Passive Echoes

January through May, 1972

UNCSA provided Larry with a rich heritage and tradition to enable him to excel as a composer. Dr. Mennini and Dr. Ward were very nurturing and especially father-like in their dealing with  him. They both provided him with special attention and personal mentoring recognizing that he was a loner and preferred to live off campus that limited his interaction with fellow composition students.    

Despite their efforts, Larry's career as a classical composer was not a particularly promising one because he lacked the necessary commitment and sacrifice, despite having the knowledge and skills.

His fellow composition students were not endowed with more of the "gift' but far exceeded him in their devotion to their craft and work ethic. Larry devoted most of his time to Marcia, rehearsing, and performing with his band rather than honing his craft as a composer.

This too, Marcia put an end to in December, 1971. As stated in the previous chapter, she did not like the club atmosphere, flirtatious women, and his constant on-the-road gigs. It was also seriously interfering with his education. Thus, she gave him an ultimatum, "Me or the band."  

Still, Marcia encouraged and inspired him to remain focused and would often observe and monitor his class attendance. She accomplished this despite her extremely busy schedule during her countless rehearsals for the musical "The King and I".

She drove him to Dr. Ward's home where his composition classes were held and picked him up afterwards. This was done because he abhorred driving and would often be fatigued after all night composing sessions due to the spontaneous nature of his creative process (She still chauffeurs him around today). 


Within weeks, Larry opened the doors of his secret world to allow Marcia in. Even today, she is the only person that he permits to be present when he composes. During his UNCSA days, often while he composed Marcia would faithfully remain at his side until sleep would overshadow her.

Appreciating that one of his favorite composers was the Russian composer Tchaikovsky she also introduced him to the glorious splendor of Sergei Rachmaninoff's music such as his Piano Concerto No. 2 in C minor. Marcia exposed Larry to incredible beauty and the joys of love every moment they spent together and restored his smile.  

One evening several weeks after their reuniting in September while sitting by the fireplace, Marcia introduced Larry to Donny Hathaway's rendition of songwriter/pianist Leon Russell's "A Song For You". The song is about asking for forgiveness and understanding for past wrongs and neglect. This was most definitely déjà vu, reminding him of her private serenading sessions to him in 1968 on the picnic table near the boys dormitory at NCSA. 


 "Commencing when we were mere teenagers Marcia always enjoyed observing me composing and I loved to watch and listen to her sing and accompany herself on the piano. Throughout the years when I was ill, downhearted, or when sleep evaded my eyes, I would take the prescribed medication. But, I benefited most when Marcia would sing and play for me until I drifted off into a sweet sleep."

On this occasion, with eyes welling with tears, she beautifully sang along with this touching love song as it played in the background while looking deep into his eyes and gently stroking his face.

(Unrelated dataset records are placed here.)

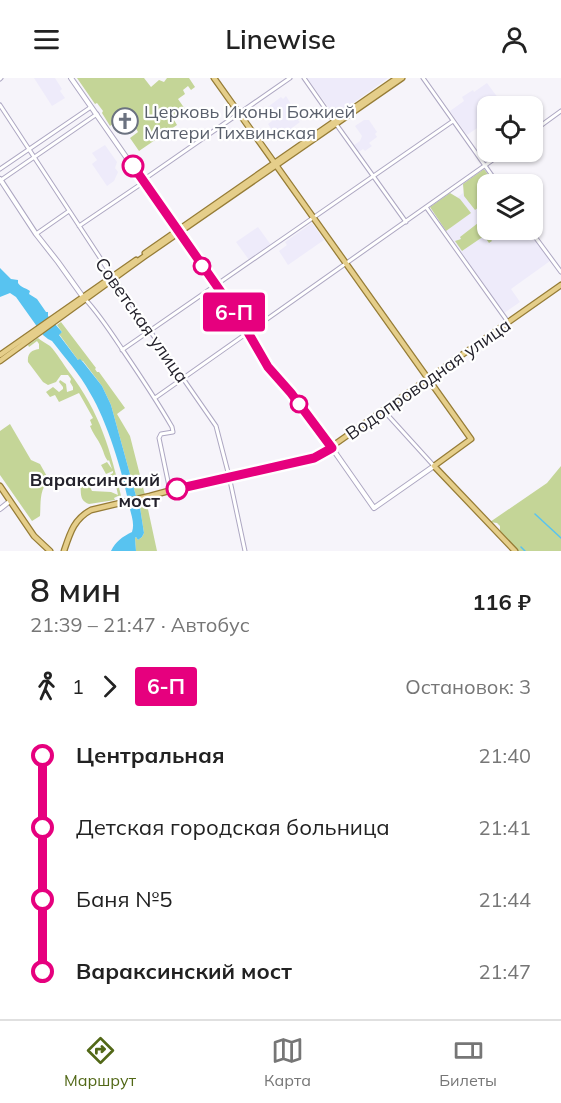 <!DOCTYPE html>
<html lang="ru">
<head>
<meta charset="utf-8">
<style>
	:root { --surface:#fff; --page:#f6f6f6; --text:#222; --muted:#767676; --line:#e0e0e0; --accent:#526817 }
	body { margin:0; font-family:Mulish,sans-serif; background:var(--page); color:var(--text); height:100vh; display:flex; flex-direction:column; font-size:22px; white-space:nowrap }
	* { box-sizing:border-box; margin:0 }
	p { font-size:20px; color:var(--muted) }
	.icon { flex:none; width:33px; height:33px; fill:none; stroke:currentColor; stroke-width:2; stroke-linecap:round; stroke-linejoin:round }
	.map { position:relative; height:473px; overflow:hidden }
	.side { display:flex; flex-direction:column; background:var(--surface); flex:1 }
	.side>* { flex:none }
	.badge { padding:0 12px; border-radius:4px; font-size:21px; line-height:39px }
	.fabs { position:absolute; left:477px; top:18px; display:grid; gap:12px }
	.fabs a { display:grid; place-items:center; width:66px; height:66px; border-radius:12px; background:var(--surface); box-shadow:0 2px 4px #0004; font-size:30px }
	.map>.badge { position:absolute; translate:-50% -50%; box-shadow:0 0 0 3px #fff }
	.legs { display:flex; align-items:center; gap:9px; height:66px; padding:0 30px; font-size:20px }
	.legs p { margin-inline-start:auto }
	.headline { display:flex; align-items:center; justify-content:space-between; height:102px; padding:0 30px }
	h1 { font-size:33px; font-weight:600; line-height:45px }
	ul { padding:0 30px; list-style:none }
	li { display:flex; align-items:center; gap:21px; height:72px; font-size:22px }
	li i { display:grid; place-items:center; width:9px; height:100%; margin:0 8px; background:currentColor }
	li i::after { content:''; width:15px; height:15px; margin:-8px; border:4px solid; border-radius:50%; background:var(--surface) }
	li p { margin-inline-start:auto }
	li:first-child i { background:linear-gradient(#0000 50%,currentColor 0) }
	li:last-child i { background:linear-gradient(currentColor 50%,#0000 0) }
	header { display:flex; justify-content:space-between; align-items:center; height:78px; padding:0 30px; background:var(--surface); font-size:27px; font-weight:600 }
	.dock { display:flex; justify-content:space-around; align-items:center; height:84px; border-top:2px solid var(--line); background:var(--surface); font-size:16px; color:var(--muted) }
	.dock a { display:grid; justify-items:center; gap:3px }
	.dock .active { color:var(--accent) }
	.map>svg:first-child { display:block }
	.built { fill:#eeebfa }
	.green { fill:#c4d597 }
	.water { fill:#58c3f0 }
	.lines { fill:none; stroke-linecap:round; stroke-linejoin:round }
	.stream { stroke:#58c3f0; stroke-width:1.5 }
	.tertiary-casing { stroke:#ada7c2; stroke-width:5 }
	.secondary-casing { stroke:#ada7c2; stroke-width:6 }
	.primary-casing { stroke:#967c36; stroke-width:7 }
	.tertiary { stroke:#fff; stroke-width:3 }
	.secondary { stroke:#fff; stroke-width:4 }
	.primary { stroke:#e5ce8a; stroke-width:4.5 }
	.line-1-casing { stroke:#fff; stroke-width:14 }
	.line-1 { stroke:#e6007e; stroke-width:9 }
	.stop-1-dot { fill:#fff; stroke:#e6007e; stroke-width:3 }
	.labels { text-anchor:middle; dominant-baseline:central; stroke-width:4.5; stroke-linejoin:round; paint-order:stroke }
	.worship-label { font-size:18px; fill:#5b616d; stroke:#fff; text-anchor:start }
	.street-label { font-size:18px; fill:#24222c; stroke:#fff }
	.stop-label { font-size:18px; font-weight:bold; fill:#24222c; stroke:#fff; text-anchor:end }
</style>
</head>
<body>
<header><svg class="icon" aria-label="menu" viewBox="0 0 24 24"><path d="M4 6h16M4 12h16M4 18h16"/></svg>Linewise<svg class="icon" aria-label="person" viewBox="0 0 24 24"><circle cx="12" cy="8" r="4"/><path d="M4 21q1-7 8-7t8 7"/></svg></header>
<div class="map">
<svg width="561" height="473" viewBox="0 0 561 473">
	<rect width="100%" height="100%" fill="#f6f4fa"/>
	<path class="built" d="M34,0h21l7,11 -2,2 5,7 -13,8z
		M307,0h81l-53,38z
		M487,5l17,23h-16l-1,7 -4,3 3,6 -19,13 -17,-24 14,-10 -2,-4 11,-7 1,2z
		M286,18l5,8 2,-1 10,14 -5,3 2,2 -12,9 -2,-2 -3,2 -1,-1 -7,5 -7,-11 4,-3 -8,-11 17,-13 2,2z
		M364,42h5l8,12 -2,2 2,3 -8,6 3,3 -7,5 -2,-2 -4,3 -5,-7 6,-4 2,-5 -7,-10z
		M105,67l12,17 -2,6 3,4 -4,9 -7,5 -15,-22 5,-4 -5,-7z
		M484,91l11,15h-7v46h39l23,31 -39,28 9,13 -16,11 -74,-106 20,-14 5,3 3,1 5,-4 1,-5 -1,-4z
		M312,145l12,17 -36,25 -9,-14 8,-6 -2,-3z
		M258,149l13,18 -22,15 -13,-18z"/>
	<path class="green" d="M77,0h67l7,9 8,-7 5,2 3,-4h22l6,9 -4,3 -3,-4 -5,4 2,4 -7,5 9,13 -13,8 3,5 -38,26 -9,-13 8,-6 -8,-14 1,-1 -4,-4 -17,13 -8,-13 1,-2 -6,-8 -2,1z
		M484,91l11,15h-7l-1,17 -12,9 -11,-14 -1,-12z
		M450,115l10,6 11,14 -25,18 -16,-24z
		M478,145l14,18 -3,2 -5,-7 -22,15 -7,-10 6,-2 -1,-2z
		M61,244l35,46 -1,1 2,3h2l26,36 -8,6 13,22 15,59 -9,1 -25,-91 -9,-19 -19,-25 -5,-1 -19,-26 3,-2 -5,-7z
		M38,260c3,3 8,5 12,8 7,7 13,18 19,26 31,40 42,79 53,128h-3l-1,-4 -4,2 1,2 -26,4c-11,-4 -7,-13 -9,-22l4,-1 5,4 3,6 19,1 7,3 -3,-14h-4l-3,-5 5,-3v-2l-7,3 -5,-9 6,-3 5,7 -3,-9 -1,1c-4,-5 -4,-9 -7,-15 -3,-7 -8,-12 -11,-20l2,-1 -2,-5 3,-2 -14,-25 -20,9 -4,-7 -5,2 -4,-5 7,-5 6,5 4,-3v-2l-4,-5 1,-2 6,4 1,8 6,-2v-3l-3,-5 1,-3 -3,-4h-7l-5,7 -8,3 -5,-3 -15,-20c-1,-8 3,-12 11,-13v-5l-2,-3 -8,6 -1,-2z
		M10,346l21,36 9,4 9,16c-10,10 -8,22 -9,36l-8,5 -32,-46v-44z
		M561,388v85h-45l-16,-18v-7l-3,-3 -7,-1 57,-39z
		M146,422l11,51h-21l-1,-13 1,-1 2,3 4,-3 2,-4 -5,-32z"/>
	<path class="water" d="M0,190l11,11 7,1v3c2,4 8,5 12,8l-1,3 8,5 9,13h2v4l14,16 -3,3 19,25 2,-1 3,3 19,24 9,19 25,91 3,5 5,32 -2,4 -4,3 -2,-3 -1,1 1,13h-25c5,-10 11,-14 21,-19 3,-9 -1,-17 -3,-27 -6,-32 -22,-84 -39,-112 -10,-19 -25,-35 -38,-52l-4,-2 -5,-4 -27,-38 -6,-4 -10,4z"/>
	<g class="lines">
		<path class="stream" d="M535,436l26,24
			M521,469l4,4"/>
		<g class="tertiary-casing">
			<path id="tertiary" d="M304,0l30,43
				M423,0l75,106
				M0,1l1,-1
				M0,27l112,171
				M336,46l70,98
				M532,54l29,-21
				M0,91l91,-62
				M1,102l96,-66
				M143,102l147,-102
				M426,129l82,115
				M79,148l65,-44
				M530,152l31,42
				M36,156l33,-23
				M114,201l102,147 13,50 16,75
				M85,221c15,16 27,35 39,53 17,25 33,49 48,75l1,5 -12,2 -2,4 11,53
				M122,272l331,-229
				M155,320l349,-246
				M384,333l50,55"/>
		</g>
		<g class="secondary-casing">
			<path id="secondary" d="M71,0l106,152
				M0,101l36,55 22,28 25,35
				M179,155l63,89 26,45 23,26 41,55 42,60 60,-42
				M0,431l10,-8"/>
		</g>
		<g class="primary-casing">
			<path id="primary" d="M214,0l257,361 -37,27 81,85
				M145,175l252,-175
				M0,277l136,-95
				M0,283l145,-105 257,-178
				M0,408l34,50 16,15
				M64,473c6,-18 10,-32 27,-41l59,-14 37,-10 127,-29 7,-3 240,-169"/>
		</g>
		<use href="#tertiary" class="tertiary"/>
		<use href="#secondary" class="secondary"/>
		<use href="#primary" class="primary"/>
	</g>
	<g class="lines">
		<g class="line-1-casing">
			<path id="line-1" d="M133,88l109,156 26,45 23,26 41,55 -18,10 -137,31"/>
		</g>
		<use href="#line-1" class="line-1"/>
	</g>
	<defs>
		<g id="church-ring" transform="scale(1.35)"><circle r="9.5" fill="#fff" stroke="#6b7280" stroke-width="1.5"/><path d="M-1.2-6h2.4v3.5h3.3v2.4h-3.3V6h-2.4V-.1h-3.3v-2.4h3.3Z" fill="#6b7280"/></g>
	</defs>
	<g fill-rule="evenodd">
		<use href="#church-ring" x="125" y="43"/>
	</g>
	<g class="stop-1-dot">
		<circle cx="133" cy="88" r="10"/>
		<circle cx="202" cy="188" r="8"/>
		<circle cx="299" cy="326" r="8"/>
		<circle cx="177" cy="411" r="10"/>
	</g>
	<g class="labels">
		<g class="worship-label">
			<text x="144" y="33">Церковь Иконы Божией<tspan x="144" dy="21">Матери Тихвинская</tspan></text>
		</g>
		<g class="street-label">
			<text transform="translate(142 242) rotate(55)">Советская улица</text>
			<text transform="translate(428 301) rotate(-35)">Водопроводная улица</text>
		</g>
		<g class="stop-label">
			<text x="160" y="401">Вараксинский<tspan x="160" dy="21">мост</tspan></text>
		</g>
	</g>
</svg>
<div class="fabs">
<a><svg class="icon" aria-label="locate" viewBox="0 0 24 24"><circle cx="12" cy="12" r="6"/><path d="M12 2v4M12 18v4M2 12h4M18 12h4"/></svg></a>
<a><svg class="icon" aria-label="layers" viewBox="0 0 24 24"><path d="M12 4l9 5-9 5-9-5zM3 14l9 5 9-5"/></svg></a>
</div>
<b class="badge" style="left:234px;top:234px;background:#e6007e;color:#fff">6-П</b>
</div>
<section class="side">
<div class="headline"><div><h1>8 мин</h1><p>21:39 – 21:47 · Автобус</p></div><b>116 ₽</b></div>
<div class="legs"><svg class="icon" aria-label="walk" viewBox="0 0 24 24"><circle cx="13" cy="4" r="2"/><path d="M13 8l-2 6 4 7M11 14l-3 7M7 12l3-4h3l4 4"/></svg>1<svg class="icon" aria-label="forward" viewBox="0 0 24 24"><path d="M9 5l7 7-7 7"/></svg><b class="badge" style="background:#e6007e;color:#fff">6-П</b><p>Остановок: 3</p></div>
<ul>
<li><i style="color:#e6007e"></i><b>Центральная</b><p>21:40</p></li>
<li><i style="color:#e6007e"></i><span>Детская городская больница</span><p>21:41</p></li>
<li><i style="color:#e6007e"></i><span>Баня №5</span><p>21:44</p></li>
<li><i style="color:#e6007e"></i><b>Вараксинский мост</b><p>21:47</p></li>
</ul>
</section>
<nav class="dock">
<a class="active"><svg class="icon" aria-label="directions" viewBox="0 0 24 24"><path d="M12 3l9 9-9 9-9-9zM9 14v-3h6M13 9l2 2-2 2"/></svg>Маршрут</a>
<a><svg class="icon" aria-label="map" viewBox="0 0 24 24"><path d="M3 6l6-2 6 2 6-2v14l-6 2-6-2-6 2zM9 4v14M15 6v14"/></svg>Карта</a>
<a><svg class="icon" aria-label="tickets" viewBox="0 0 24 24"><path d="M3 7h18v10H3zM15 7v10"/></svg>Билеты</a>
</nav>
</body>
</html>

This was Marcia's way of expressing regret for giving up on their relationship when they first dated and the pain they both inflicted on each other during the previous year of miserable estrangement. It appropriately expressed what they felt about each other and themselves at this important time in their life together.  

Genuine love at times tends to be rather obsessive while rightly demanding complete devotion. Hence, his craft suffered because of love. On the other hand, Marcia thrived. Larry was extremely proud of her performing in her first major role in a production at UNCSA, despite her banning him from rehearsals due to his jealousy when she had to do the love scenes. Although the scenes were quite innocent, no actual kissing and such, it was difficult to control his emotions while observing another man caressing her, even if it was acting.  

Nevertheless, he was more excited and nervous than Marcia on opening night. And when she walked on stage to perform her duets and to speak her lines in the role of the exotic and pulchritudinous "Tuptim" he struggled to hold back the tears of excitement and pride in being the one that she loved and adored above all others.

Especially when she sang the lovely duet "I Have Dreamed", he discreetly wiped a tear from his eye in that he had often dreamed of them being together as they were now, in love and engaged to be married.  

The splendor of her singing reminded him of how he felt the first time he heard her sing as a 14 year-old girl at A&T University. Now as an 18 year-old young woman she was more beautiful, her voice maturer, refined, and exceedingly elegant, and his love for her unfathomable. The words of the song touched the core of his heart because they were the words that best described what they felt as a couple. He knew that she was looking into his eyes and singing only to him.   

The one exception where she began to slacken somewhat was perhaps her academics. The distractions of love did take a slight toll on her grades, from A's to B's, primarily because they were spending extensive time together to the neglect of her studies. Larry never studied and got by on sheer ability, that is, when he decided to attend classes.

Although he was no longer devoted to his craft, or to academics, he was devoted only to the love of his life. He was single-minded and determined to maintain her love this second time around and to live up to her expectations and vision of him. This was his new mission, to make her happy and to be the best husband that he could possibly be.